## Task goal
State the number of lines in the following data that contain the string "lane", and nothing else.

## Information
+ + + + +
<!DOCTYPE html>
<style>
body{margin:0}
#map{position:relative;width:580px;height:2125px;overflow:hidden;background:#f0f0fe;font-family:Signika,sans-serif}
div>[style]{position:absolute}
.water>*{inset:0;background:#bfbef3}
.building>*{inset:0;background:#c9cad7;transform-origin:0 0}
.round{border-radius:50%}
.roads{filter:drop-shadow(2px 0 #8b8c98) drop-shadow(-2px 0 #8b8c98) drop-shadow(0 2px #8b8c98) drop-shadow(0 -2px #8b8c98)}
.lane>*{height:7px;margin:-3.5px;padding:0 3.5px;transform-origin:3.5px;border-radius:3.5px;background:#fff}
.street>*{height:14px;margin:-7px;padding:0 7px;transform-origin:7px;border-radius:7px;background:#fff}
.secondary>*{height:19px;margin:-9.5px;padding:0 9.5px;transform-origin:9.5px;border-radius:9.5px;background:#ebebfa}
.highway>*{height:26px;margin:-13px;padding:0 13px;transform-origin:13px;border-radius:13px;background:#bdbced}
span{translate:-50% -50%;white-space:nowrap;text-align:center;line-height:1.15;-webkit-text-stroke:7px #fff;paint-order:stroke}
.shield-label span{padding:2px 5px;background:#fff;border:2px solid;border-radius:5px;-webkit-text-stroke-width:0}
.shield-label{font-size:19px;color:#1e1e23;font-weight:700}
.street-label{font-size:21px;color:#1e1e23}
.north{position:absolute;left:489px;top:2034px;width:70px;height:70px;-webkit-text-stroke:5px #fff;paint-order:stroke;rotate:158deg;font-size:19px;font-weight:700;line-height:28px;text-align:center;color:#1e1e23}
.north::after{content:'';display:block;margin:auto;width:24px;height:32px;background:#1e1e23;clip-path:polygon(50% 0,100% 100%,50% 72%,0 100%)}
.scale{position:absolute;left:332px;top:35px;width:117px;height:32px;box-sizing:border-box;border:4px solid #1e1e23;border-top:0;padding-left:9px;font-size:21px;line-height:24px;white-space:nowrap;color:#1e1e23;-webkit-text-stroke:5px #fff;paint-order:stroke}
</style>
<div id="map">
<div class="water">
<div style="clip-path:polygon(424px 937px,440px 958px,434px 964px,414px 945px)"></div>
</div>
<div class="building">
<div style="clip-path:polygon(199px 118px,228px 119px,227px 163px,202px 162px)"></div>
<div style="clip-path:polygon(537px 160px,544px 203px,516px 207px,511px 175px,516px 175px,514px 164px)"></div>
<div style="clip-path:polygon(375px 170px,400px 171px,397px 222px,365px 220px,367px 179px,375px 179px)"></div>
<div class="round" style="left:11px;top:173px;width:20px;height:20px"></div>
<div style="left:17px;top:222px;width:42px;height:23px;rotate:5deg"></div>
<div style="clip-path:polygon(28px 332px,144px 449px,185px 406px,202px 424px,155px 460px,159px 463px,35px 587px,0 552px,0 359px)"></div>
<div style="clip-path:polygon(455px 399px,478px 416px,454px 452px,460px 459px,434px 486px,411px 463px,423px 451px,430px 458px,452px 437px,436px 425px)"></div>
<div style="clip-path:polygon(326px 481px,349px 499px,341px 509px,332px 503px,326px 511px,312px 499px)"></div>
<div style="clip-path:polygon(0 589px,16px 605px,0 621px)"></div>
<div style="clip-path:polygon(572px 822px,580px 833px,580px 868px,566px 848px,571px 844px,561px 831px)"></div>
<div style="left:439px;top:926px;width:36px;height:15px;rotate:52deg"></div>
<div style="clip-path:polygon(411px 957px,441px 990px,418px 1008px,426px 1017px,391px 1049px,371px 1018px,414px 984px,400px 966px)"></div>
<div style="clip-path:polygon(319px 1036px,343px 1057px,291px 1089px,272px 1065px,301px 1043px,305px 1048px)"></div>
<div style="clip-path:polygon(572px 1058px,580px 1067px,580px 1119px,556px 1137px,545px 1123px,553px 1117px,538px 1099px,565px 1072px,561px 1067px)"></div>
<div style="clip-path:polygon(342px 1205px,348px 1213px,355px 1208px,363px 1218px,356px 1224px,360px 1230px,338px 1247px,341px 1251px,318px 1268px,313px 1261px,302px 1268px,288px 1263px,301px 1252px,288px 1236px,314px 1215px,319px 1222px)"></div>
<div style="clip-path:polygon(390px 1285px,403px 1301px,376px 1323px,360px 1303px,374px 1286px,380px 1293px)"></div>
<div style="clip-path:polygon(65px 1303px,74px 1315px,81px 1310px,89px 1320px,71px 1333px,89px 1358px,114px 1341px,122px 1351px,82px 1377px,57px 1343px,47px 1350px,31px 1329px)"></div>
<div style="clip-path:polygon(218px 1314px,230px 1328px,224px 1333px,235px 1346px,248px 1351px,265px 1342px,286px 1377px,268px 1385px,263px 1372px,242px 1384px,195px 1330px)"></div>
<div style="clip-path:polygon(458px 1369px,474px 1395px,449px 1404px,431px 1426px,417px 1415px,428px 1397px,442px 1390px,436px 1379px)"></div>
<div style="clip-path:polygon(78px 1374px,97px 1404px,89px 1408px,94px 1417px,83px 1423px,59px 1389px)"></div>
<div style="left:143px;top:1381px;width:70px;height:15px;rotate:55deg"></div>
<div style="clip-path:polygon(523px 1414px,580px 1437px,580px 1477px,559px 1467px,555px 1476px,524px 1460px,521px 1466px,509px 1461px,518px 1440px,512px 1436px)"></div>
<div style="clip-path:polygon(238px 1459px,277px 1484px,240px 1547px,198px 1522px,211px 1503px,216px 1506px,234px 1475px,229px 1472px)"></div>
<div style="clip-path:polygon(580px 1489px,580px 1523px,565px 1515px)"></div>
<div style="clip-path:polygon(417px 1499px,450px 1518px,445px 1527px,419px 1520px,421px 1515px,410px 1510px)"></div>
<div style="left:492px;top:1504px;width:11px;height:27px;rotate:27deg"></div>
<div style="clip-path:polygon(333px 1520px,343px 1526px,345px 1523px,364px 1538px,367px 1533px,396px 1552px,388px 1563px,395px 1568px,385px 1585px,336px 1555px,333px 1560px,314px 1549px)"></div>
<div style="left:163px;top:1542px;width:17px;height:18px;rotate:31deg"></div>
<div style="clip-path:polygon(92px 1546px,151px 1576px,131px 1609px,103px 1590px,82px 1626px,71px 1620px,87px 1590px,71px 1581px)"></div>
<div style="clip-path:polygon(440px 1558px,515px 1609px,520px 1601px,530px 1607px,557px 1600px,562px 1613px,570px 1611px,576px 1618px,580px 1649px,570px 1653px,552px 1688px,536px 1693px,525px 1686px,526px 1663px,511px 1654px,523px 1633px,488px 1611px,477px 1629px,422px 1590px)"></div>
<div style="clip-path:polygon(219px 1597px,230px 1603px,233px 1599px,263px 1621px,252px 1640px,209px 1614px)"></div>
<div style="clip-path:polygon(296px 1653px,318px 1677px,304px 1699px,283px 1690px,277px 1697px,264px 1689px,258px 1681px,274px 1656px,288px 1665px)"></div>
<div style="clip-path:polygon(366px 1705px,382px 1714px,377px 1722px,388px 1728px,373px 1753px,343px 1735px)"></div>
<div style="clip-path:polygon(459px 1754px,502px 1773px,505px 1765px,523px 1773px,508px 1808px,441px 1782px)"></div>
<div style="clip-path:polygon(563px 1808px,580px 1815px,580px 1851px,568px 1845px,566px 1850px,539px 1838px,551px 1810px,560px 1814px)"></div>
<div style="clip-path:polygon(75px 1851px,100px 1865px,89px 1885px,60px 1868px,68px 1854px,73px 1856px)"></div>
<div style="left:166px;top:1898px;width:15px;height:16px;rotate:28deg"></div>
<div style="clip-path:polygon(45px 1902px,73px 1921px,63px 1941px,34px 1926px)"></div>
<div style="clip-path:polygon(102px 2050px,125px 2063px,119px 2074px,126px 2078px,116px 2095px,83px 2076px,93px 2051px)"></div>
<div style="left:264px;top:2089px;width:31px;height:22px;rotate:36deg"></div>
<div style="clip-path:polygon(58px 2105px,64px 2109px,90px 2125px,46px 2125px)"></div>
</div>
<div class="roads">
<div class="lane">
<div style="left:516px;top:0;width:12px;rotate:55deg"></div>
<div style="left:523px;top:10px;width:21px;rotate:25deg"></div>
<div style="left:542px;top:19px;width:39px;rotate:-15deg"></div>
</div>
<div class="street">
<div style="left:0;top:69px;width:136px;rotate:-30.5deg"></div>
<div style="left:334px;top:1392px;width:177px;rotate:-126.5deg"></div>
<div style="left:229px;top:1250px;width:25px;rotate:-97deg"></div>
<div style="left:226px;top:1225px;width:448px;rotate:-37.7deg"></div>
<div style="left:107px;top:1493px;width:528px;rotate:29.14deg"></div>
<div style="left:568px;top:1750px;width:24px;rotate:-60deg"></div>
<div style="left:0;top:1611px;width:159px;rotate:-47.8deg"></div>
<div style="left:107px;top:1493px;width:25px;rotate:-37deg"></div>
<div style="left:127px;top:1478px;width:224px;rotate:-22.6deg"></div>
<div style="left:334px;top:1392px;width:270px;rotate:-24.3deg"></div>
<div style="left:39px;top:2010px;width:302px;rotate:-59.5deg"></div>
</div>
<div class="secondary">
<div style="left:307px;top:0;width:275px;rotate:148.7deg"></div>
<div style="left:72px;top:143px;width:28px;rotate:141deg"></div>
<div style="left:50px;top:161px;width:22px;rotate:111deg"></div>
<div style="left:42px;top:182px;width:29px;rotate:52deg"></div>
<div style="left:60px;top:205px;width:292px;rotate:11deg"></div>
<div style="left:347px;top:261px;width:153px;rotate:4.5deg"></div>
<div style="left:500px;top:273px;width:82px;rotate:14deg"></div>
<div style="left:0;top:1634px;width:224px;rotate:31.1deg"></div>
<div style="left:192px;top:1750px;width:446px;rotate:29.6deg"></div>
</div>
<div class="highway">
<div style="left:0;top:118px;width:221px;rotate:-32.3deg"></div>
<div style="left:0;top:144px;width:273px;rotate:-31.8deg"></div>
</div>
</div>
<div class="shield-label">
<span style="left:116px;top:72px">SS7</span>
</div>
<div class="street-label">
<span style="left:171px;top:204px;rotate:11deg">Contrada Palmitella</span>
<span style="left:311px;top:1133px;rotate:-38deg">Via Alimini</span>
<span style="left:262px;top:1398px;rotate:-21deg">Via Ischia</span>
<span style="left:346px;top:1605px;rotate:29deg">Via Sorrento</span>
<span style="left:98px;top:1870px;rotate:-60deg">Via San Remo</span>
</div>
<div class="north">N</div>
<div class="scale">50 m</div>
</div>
+ + + + +
## Exercise answer
2